= To do =
From the line below that contains "display:flex; gap:14px; padding:21px" to the line that contains "fill:none; stroke-linecap:round; stroke-linejoin:round", repeat every line exactly, both ends included, and nothing else.

= Extracted information =

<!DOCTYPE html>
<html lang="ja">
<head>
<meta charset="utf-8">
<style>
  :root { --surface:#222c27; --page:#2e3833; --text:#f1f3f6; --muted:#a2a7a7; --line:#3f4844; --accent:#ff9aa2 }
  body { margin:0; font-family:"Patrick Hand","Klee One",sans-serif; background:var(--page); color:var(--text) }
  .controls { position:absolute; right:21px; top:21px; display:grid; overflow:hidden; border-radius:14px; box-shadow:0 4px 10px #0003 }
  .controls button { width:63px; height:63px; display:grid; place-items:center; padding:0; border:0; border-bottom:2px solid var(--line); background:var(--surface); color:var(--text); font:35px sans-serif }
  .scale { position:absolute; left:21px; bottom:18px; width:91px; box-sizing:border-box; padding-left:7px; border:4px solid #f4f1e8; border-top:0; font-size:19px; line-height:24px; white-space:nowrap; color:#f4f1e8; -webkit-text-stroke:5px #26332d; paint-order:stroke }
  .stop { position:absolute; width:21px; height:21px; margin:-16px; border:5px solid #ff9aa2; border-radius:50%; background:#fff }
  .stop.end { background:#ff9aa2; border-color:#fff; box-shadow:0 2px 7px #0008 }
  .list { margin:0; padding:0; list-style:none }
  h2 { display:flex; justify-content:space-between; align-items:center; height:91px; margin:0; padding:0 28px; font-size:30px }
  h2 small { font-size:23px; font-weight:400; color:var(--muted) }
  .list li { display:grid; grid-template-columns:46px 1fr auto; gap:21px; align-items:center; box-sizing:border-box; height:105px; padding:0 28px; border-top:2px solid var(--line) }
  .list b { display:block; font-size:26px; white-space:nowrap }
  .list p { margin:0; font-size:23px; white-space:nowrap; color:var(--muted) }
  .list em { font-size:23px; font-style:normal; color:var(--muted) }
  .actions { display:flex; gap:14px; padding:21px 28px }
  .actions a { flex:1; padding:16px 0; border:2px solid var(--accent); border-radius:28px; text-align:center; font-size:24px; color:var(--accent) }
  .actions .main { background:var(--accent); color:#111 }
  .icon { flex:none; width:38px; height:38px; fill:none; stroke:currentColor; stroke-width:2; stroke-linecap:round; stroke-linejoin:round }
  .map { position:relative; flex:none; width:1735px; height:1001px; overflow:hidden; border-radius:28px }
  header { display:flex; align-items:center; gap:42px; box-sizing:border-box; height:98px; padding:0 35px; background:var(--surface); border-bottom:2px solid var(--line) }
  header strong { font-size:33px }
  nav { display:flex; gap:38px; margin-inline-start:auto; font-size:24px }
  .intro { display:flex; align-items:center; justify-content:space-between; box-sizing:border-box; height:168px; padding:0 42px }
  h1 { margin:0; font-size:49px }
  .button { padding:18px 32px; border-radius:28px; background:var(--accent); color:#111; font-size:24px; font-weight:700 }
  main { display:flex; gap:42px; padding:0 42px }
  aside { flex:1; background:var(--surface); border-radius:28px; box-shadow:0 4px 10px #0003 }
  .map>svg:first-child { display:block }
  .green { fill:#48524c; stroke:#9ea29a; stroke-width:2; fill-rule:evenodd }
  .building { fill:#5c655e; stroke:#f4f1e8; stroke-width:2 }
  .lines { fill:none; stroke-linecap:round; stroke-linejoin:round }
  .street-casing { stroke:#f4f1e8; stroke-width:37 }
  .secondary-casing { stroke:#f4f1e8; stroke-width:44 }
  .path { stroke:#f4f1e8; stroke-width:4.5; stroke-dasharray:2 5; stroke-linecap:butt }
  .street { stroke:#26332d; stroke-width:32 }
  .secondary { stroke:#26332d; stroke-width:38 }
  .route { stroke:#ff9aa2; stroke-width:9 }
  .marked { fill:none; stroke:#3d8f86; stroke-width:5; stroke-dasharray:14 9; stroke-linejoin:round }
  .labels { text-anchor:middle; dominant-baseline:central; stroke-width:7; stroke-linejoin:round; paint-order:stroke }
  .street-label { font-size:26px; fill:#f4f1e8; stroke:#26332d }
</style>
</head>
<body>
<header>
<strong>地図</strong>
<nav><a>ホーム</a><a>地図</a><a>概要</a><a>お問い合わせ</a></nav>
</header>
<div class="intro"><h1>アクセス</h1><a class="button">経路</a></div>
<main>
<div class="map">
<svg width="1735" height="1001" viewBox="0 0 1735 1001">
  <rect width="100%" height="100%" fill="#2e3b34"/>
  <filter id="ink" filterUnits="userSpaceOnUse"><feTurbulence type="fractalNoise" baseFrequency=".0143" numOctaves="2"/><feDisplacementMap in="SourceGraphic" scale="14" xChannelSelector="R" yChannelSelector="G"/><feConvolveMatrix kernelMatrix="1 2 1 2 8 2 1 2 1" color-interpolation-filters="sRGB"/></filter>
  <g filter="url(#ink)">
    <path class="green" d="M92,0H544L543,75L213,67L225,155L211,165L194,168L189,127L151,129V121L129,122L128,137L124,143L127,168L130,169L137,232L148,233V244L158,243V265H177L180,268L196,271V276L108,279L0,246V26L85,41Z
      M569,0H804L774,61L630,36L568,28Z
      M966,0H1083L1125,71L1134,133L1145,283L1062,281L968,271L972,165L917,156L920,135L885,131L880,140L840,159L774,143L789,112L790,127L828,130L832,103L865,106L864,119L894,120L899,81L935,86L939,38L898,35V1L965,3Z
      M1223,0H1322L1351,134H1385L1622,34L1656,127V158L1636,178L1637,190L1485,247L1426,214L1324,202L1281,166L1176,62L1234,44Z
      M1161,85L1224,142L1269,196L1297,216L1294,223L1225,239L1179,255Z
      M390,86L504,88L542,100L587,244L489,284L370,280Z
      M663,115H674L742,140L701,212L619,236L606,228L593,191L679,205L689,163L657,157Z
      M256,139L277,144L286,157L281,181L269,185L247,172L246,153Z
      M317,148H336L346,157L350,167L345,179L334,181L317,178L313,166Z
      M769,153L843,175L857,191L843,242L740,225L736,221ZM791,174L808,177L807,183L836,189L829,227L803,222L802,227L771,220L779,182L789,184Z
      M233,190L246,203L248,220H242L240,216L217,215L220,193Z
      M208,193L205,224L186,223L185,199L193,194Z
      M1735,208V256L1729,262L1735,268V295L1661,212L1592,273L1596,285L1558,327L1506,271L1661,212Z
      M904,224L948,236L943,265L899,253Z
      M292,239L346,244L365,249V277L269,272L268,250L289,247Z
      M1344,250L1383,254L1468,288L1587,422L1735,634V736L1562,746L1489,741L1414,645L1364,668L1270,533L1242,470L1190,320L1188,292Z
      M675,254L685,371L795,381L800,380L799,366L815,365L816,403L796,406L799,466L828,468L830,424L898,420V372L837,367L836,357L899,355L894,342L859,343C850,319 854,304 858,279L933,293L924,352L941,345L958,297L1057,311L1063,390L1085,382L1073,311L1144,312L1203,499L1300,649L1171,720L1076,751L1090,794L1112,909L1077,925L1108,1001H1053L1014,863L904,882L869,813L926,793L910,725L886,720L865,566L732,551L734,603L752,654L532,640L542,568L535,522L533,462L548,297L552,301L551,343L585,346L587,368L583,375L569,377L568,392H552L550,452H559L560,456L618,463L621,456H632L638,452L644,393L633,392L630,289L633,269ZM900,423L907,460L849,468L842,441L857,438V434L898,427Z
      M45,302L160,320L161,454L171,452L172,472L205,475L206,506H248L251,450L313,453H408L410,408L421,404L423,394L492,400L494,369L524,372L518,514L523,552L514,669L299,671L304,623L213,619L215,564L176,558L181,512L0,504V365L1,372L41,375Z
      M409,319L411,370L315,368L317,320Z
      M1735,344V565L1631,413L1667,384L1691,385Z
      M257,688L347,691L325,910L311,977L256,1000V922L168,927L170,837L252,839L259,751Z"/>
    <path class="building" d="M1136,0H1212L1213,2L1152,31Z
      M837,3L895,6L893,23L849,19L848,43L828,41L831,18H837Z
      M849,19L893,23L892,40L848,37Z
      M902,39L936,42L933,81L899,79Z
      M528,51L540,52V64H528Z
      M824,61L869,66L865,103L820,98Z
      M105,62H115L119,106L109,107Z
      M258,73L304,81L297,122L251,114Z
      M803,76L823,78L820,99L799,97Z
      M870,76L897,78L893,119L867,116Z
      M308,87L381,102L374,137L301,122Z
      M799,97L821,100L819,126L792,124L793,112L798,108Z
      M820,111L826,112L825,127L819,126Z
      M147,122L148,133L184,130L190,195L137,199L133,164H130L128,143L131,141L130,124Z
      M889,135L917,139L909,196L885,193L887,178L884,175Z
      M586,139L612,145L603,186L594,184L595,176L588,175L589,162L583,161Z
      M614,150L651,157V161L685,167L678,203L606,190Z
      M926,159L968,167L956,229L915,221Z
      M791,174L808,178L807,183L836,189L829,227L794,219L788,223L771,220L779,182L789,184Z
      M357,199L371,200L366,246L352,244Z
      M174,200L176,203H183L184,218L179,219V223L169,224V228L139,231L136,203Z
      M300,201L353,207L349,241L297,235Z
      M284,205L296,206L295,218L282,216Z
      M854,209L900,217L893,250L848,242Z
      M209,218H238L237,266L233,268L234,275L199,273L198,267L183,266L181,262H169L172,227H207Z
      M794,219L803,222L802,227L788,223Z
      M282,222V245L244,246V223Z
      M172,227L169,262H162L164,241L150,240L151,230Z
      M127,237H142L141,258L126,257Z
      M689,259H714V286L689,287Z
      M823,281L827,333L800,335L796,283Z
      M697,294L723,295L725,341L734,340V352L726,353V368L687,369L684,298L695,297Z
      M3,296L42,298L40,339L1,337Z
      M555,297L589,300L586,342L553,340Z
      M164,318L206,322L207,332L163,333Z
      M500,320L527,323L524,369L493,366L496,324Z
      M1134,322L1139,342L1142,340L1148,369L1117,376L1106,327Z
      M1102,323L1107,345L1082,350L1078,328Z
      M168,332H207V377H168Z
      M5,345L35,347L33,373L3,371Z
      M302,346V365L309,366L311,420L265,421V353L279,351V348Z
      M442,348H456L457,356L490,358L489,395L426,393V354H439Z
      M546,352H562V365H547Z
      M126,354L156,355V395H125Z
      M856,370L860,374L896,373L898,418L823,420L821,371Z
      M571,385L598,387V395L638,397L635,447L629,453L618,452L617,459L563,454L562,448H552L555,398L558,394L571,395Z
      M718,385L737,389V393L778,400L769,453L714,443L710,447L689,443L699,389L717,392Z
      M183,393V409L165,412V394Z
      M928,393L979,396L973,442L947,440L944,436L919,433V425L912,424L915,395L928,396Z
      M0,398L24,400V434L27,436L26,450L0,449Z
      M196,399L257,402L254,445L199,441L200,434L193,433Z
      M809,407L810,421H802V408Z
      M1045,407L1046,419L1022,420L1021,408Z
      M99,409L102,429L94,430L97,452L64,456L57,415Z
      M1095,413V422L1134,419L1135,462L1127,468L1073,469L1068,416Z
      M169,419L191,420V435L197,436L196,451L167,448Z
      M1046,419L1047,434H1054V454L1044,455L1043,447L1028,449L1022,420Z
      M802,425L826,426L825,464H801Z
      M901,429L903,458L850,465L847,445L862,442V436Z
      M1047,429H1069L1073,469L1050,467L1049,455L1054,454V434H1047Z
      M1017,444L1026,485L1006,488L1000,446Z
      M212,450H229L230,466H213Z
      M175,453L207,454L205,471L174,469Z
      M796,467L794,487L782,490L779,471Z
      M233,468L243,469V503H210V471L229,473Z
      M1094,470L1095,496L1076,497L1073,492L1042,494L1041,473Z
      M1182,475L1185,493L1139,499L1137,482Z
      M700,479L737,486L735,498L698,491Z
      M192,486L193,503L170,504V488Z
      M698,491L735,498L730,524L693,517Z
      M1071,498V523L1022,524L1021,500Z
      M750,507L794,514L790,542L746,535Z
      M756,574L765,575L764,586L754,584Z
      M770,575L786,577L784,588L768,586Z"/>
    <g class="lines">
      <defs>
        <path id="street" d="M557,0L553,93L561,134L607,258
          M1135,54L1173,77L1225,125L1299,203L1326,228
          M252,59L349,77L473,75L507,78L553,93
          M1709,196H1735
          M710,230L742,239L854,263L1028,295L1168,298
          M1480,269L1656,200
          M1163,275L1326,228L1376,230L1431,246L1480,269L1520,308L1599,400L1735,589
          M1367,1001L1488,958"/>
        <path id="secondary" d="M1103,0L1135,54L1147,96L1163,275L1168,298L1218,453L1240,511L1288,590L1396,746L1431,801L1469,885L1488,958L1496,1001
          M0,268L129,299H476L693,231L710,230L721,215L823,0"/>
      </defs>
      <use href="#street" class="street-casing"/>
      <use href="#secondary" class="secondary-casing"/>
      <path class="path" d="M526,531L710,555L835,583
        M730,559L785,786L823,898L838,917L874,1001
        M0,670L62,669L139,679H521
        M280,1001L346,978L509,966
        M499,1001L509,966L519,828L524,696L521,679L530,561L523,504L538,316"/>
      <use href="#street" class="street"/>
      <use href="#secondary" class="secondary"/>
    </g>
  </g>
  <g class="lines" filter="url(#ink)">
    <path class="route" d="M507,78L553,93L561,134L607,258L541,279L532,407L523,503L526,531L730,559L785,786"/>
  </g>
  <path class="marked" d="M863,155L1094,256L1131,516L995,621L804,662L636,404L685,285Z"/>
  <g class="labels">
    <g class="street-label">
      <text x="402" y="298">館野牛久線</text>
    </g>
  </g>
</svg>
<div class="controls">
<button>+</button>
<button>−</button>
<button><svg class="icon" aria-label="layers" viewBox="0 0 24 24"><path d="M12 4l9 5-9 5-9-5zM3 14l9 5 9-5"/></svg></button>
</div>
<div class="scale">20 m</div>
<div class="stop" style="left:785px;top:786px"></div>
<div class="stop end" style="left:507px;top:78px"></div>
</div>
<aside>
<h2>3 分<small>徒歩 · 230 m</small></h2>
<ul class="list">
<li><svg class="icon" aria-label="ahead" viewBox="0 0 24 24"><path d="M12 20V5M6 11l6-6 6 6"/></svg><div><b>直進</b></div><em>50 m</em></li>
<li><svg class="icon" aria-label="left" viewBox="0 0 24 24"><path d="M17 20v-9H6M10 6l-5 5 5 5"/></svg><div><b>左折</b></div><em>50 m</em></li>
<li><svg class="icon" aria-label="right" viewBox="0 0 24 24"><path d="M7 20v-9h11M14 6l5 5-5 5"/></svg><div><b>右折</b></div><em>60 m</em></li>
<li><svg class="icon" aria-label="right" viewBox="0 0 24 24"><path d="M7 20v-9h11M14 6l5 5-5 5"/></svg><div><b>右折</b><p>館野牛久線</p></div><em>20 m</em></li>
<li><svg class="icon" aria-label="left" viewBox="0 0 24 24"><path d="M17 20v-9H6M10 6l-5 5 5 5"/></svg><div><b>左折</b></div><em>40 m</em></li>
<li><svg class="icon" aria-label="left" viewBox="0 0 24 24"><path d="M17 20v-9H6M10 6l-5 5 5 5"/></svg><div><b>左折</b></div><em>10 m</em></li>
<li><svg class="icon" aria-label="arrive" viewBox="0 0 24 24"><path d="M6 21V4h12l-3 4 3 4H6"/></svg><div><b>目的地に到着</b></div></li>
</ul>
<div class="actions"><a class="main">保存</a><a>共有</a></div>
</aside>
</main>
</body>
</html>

= Task output =
  .actions { display:flex; gap:14px; padding:21px 28px }
  .actions a { flex:1; padding:16px 0; border:2px solid var(--accent); border-radius:28px; text-align:center; font-size:24px; color:var(--accent) }
  .actions .main { background:var(--accent); color:#111 }
  .icon { flex:none; width:38px; height:38px; fill:none; stroke:currentColor; stroke-width:2; stroke-linecap:round; stroke-linejoin:round }
  .map { position:relative; flex:none; width:1735px; height:1001px; overflow:hidden; border-radius:28px }
  header { display:flex; align-items:center; gap:42px; box-sizing:border-box; height:98px; padding:0 35px; background:var(--surface); border-bottom:2px solid var(--line) }
  header strong { font-size:33px }
  nav { display:flex; gap:38px; margin-inline-start:auto; font-size:24px }
  .intro { display:flex; align-items:center; justify-content:space-between; box-sizing:border-box; height:168px; padding:0 42px }
  h1 { margin:0; font-size:49px }
  .button { padding:18px 32px; border-radius:28px; background:var(--accent); color:#111; font-size:24px; font-weight:700 }
  main { display:flex; gap:42px; padding:0 42px }
  aside { flex:1; background:var(--surface); border-radius:28px; box-shadow:0 4px 10px #0003 }
  .map>svg:first-child { display:block }
  .green { fill:#48524c; stroke:#9ea29a; stroke-width:2; fill-rule:evenodd }
  .building { fill:#5c655e; stroke:#f4f1e8; stroke-width:2 }
  .lines { fill:none; stroke-linecap:round; stroke-linejoin:round }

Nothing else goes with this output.